Implications for future practice

As stated above, self-concept is used interchangeably with self-esteem, and self-esteem is directly linked to mental health (Broderick & Blewitt, 2015). As such, it is paramount that counselors are aware of the multiple factors that influence the development of self-concept and identity and that they are cognizant of appropriate ways to effectively deal with issues stemming from low self-esteem.

Identifying low esteem “as if” it were the cause of mental health problems, counselors may direct their interventions to change affect in children (Broderick & Blewitt, 2015). It is hoped that by helping children gain more confidence in themselves and how they feel about themselves, they will perform better socially and academically, their mental health will improve, and their overall self-concept will improve, thus leading to more positive life outcomes.

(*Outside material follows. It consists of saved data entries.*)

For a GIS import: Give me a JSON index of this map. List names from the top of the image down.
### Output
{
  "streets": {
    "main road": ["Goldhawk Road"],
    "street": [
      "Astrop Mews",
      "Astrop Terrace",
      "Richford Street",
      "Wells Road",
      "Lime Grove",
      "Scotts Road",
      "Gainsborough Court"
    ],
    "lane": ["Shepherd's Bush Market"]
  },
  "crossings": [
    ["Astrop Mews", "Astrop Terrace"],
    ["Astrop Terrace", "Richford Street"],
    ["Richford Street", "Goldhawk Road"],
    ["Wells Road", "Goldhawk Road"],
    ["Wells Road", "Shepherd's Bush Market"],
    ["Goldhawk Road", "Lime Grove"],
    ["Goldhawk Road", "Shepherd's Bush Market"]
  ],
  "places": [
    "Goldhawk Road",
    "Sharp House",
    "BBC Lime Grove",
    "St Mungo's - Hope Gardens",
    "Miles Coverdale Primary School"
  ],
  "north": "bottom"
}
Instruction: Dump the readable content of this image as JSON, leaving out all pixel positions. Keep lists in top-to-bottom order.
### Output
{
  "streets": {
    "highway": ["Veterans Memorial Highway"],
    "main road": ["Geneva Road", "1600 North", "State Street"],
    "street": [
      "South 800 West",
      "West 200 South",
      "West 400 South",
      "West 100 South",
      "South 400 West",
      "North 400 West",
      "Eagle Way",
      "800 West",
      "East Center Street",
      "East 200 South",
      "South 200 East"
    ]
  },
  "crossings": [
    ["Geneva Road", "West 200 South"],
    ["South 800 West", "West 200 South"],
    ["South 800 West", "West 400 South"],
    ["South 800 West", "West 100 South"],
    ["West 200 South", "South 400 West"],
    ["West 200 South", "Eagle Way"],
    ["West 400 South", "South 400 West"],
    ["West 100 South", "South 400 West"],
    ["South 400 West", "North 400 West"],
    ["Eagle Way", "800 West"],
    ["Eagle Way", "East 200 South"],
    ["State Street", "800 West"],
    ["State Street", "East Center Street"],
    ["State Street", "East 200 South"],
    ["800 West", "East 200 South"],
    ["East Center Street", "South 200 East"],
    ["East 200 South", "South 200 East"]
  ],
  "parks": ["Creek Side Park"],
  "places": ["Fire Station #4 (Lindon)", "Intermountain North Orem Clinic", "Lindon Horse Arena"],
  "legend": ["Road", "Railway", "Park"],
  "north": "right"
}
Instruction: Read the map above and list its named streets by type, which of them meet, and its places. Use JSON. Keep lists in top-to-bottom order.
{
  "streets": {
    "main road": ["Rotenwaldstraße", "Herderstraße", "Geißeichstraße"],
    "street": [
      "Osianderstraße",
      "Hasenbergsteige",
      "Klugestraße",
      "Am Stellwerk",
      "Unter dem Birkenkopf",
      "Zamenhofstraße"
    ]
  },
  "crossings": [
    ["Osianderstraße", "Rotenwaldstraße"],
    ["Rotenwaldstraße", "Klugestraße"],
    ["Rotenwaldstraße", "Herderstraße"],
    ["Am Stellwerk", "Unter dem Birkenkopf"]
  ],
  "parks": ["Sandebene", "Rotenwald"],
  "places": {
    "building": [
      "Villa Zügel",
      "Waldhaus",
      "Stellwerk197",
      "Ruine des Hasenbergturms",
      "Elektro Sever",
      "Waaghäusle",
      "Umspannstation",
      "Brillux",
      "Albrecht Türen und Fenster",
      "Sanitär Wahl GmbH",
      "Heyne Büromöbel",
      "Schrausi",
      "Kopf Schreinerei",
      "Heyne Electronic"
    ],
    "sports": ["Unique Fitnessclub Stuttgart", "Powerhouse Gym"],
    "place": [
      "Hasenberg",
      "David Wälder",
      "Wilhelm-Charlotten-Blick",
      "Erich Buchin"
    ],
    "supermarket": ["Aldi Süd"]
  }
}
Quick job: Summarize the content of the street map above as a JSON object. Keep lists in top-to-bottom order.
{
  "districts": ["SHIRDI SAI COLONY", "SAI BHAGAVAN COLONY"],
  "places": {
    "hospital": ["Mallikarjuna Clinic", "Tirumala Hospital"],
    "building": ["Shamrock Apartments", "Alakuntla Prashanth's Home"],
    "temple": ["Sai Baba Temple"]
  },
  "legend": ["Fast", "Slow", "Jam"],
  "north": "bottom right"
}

Broderick, P. C., & Blewitt, P. (2015). The life span: Human development for helping professionals (4th ed.). Upper Saddle River, NJ: Pearson Education.

Estell, D. B., Jones, M. H., Pearl, R., Van Acker, R., Farmer, T. W., & Rodkin, P. C. (2008). Peer groups, popularity, and social preference. Journal of Learning Disabilities, 41(1), 5–14.
Retrieved from the Walden Library databases.

Psaltis, C., Duveen, G., & Perret-Clermont, A.-N. (2009). The social and the psychological: Structure and context in intellectual development. Human Development, 52(5), 291–312.
Retrieved from the Walden Library databases.